**Task brief:**
Using the listing below, report each line holding the string "stream".
==*==
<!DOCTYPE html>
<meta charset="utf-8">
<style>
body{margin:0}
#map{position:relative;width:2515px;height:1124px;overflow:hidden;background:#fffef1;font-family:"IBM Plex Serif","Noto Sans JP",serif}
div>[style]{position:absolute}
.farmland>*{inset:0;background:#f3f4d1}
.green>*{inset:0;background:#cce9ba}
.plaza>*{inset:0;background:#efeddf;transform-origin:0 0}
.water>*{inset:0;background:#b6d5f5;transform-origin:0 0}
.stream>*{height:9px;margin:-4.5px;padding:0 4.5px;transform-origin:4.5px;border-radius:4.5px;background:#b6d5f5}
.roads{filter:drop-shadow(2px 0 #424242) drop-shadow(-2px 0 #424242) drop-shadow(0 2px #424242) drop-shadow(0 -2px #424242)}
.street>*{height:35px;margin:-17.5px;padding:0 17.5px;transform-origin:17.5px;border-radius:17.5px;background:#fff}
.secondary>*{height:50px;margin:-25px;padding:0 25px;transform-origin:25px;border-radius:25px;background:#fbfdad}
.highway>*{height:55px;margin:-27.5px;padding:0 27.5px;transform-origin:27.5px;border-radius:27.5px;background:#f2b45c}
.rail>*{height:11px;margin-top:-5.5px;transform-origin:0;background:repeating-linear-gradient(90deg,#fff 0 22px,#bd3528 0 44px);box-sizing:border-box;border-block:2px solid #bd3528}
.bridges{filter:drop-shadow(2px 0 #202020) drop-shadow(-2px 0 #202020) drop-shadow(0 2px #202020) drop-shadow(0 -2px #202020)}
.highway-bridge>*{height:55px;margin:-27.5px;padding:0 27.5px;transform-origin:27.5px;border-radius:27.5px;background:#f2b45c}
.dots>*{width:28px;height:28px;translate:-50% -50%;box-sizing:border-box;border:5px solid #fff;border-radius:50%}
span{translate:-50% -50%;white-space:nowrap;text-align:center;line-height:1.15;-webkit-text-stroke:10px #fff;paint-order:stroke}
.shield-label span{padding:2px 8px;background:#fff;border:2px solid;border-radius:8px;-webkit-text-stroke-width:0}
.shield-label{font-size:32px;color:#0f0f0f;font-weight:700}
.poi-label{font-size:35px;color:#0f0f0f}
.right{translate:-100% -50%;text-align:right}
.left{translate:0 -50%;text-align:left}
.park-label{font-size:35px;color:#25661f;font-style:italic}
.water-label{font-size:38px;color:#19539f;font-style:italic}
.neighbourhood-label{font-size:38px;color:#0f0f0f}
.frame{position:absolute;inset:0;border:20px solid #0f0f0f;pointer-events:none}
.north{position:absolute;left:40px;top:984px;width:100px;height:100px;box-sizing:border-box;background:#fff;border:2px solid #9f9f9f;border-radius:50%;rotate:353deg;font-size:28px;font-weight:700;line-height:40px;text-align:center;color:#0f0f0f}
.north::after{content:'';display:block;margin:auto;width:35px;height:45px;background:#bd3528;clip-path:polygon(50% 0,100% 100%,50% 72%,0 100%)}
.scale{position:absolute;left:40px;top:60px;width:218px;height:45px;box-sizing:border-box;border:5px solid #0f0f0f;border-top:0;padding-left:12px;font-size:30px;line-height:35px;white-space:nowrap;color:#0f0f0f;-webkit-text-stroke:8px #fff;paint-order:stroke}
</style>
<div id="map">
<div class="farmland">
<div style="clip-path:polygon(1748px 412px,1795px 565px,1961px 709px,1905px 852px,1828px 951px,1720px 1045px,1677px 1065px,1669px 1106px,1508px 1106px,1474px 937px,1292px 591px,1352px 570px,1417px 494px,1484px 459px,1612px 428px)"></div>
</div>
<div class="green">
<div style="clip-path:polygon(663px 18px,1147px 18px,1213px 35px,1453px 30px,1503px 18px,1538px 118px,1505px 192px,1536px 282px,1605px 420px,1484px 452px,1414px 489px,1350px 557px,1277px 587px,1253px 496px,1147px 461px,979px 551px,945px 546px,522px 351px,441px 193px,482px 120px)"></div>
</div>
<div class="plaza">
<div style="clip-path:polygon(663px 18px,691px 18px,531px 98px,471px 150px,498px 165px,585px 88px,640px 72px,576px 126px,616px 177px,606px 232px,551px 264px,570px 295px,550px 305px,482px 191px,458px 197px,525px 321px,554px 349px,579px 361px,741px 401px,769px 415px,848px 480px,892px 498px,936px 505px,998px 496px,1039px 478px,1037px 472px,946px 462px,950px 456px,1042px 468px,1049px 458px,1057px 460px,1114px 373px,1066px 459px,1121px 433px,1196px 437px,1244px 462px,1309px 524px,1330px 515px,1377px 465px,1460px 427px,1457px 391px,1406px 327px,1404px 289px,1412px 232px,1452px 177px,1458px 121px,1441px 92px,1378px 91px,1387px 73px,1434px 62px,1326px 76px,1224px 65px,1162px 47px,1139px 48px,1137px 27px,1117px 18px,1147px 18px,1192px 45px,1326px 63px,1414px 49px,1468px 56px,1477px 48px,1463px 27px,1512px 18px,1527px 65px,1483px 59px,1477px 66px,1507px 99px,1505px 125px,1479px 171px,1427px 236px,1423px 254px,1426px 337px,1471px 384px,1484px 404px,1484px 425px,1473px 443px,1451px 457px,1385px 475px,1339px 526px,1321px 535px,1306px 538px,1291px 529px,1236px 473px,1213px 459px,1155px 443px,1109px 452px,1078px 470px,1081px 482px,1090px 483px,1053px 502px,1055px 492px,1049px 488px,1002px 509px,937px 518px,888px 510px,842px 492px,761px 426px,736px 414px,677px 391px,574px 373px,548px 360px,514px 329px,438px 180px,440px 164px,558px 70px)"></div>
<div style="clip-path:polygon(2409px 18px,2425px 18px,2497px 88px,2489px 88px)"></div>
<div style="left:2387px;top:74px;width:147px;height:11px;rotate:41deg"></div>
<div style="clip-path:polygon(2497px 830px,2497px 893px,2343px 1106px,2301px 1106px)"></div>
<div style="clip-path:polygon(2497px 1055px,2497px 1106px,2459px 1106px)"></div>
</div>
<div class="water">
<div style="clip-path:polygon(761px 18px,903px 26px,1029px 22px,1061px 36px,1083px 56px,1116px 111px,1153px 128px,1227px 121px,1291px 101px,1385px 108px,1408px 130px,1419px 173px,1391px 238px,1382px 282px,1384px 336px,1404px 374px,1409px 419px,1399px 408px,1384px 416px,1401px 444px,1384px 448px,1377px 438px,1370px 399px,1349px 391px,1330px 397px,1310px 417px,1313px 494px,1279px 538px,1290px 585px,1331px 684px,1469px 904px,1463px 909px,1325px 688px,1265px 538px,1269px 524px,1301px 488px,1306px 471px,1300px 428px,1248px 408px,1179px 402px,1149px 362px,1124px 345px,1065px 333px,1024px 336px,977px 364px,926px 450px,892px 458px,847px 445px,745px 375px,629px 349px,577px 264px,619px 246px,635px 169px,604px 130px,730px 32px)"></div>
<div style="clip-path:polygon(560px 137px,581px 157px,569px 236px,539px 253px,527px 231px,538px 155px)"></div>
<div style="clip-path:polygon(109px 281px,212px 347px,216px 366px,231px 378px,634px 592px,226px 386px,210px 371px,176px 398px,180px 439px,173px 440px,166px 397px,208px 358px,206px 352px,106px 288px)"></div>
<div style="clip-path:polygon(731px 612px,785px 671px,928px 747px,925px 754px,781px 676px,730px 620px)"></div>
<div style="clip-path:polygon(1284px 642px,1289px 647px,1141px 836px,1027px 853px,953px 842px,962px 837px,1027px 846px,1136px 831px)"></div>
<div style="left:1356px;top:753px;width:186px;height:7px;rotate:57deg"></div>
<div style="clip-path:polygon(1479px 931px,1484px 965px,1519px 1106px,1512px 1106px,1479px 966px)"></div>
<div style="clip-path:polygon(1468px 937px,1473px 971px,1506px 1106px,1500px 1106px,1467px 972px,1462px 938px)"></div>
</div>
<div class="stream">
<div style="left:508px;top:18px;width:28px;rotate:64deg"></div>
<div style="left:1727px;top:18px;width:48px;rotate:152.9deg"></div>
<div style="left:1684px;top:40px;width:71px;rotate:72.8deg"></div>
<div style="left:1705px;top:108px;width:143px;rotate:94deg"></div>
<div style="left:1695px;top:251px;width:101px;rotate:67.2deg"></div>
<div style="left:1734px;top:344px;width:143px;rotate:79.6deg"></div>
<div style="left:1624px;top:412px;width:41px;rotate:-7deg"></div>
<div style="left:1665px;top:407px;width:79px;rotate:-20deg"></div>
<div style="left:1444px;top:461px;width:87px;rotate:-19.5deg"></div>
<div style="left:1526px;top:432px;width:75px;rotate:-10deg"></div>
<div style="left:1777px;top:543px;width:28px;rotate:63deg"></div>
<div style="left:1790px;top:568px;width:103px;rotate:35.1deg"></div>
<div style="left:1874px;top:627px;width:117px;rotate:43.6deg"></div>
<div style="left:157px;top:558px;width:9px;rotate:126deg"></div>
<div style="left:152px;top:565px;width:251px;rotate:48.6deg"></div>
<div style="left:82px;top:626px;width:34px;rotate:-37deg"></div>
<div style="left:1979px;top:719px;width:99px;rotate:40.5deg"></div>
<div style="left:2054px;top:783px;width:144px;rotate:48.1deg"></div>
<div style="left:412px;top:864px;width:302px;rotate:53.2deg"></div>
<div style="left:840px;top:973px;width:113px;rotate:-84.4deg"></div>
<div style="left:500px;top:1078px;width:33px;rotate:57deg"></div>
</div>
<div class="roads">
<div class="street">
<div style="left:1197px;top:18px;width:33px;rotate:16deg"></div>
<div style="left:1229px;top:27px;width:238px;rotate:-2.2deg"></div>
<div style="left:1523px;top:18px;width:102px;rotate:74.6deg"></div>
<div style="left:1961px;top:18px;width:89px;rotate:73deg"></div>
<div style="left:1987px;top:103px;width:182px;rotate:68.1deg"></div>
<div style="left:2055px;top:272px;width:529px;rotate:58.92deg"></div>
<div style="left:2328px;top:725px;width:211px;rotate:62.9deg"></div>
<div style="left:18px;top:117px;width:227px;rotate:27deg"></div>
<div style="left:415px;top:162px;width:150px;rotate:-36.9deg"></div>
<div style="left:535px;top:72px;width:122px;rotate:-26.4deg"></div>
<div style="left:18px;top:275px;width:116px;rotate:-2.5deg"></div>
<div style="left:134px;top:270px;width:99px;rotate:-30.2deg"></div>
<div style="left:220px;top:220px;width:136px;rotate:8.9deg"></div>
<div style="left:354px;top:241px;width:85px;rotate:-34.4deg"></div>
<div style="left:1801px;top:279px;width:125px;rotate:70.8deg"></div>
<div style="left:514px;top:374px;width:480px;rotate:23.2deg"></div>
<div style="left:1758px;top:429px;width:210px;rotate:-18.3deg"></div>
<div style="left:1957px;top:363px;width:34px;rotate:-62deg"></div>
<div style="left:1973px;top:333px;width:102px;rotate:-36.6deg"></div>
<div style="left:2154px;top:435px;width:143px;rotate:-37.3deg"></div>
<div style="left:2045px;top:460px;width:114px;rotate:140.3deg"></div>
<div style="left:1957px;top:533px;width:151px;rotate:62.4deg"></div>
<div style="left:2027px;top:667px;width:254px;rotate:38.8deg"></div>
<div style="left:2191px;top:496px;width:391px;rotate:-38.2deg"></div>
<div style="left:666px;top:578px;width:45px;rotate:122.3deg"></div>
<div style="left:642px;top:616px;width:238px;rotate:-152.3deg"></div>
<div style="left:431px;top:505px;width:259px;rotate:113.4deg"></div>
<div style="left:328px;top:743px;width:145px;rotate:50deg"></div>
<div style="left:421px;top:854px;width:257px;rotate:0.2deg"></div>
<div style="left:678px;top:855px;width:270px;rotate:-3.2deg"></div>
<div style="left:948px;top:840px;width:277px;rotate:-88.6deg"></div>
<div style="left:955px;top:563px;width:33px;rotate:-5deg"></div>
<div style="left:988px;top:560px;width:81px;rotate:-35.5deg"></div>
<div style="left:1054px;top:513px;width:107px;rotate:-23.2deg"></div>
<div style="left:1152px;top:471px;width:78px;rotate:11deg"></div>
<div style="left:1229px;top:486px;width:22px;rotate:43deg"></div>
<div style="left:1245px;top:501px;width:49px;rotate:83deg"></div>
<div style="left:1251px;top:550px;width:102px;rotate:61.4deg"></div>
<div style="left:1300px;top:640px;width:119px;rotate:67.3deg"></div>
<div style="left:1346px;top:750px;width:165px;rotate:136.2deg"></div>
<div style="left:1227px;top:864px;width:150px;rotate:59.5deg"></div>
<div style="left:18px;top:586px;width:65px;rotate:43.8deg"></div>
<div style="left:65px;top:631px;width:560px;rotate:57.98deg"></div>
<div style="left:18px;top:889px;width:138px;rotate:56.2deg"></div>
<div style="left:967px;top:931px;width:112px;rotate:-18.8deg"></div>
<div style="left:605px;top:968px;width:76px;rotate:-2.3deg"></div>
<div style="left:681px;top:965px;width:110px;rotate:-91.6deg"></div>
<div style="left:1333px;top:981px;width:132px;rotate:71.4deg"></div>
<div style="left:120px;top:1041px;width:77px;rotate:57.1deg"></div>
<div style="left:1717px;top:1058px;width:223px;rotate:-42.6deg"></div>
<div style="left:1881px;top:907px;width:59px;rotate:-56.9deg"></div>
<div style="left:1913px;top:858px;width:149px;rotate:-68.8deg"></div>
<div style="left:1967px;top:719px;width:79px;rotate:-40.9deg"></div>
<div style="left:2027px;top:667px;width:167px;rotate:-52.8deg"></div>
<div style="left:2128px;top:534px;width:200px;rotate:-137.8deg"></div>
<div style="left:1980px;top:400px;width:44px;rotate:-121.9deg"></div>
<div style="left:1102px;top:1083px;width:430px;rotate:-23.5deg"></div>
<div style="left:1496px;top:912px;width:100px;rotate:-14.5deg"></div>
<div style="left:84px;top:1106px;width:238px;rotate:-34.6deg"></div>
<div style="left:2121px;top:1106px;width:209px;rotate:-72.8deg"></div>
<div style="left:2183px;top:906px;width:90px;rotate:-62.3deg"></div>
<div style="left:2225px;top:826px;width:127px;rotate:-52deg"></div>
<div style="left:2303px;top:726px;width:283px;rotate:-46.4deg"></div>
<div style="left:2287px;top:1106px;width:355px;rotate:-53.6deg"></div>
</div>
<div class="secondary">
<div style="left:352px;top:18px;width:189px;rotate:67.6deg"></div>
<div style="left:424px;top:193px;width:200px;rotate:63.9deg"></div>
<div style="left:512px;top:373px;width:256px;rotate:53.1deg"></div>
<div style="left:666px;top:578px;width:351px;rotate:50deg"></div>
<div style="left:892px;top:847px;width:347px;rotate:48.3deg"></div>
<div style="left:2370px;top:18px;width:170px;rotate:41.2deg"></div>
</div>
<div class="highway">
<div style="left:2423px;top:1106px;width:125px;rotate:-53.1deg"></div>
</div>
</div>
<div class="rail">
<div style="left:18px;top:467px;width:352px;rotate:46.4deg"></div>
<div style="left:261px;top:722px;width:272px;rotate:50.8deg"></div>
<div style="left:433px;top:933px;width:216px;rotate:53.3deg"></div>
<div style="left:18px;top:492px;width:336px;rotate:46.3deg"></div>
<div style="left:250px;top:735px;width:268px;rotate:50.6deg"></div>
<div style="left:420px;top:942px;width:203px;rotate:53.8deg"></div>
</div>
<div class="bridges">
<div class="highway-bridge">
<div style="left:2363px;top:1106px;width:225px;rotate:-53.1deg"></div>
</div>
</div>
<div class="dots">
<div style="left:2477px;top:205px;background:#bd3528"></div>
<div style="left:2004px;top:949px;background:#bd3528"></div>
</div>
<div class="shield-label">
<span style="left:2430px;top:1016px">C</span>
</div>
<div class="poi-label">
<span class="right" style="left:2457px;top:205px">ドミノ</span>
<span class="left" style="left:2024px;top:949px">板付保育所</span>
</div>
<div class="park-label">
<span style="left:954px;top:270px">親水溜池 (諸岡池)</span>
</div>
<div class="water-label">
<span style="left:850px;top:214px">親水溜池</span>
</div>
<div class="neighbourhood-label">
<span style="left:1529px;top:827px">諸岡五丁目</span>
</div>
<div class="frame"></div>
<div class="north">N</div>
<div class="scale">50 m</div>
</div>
==*==
**Answer area:**
.stream>*{height:9px;margin:-4.5px;padding:0 4.5px;transform-origin:4.5px;border-radius:4.5px;background:#b6d5f5}
<div class="stream">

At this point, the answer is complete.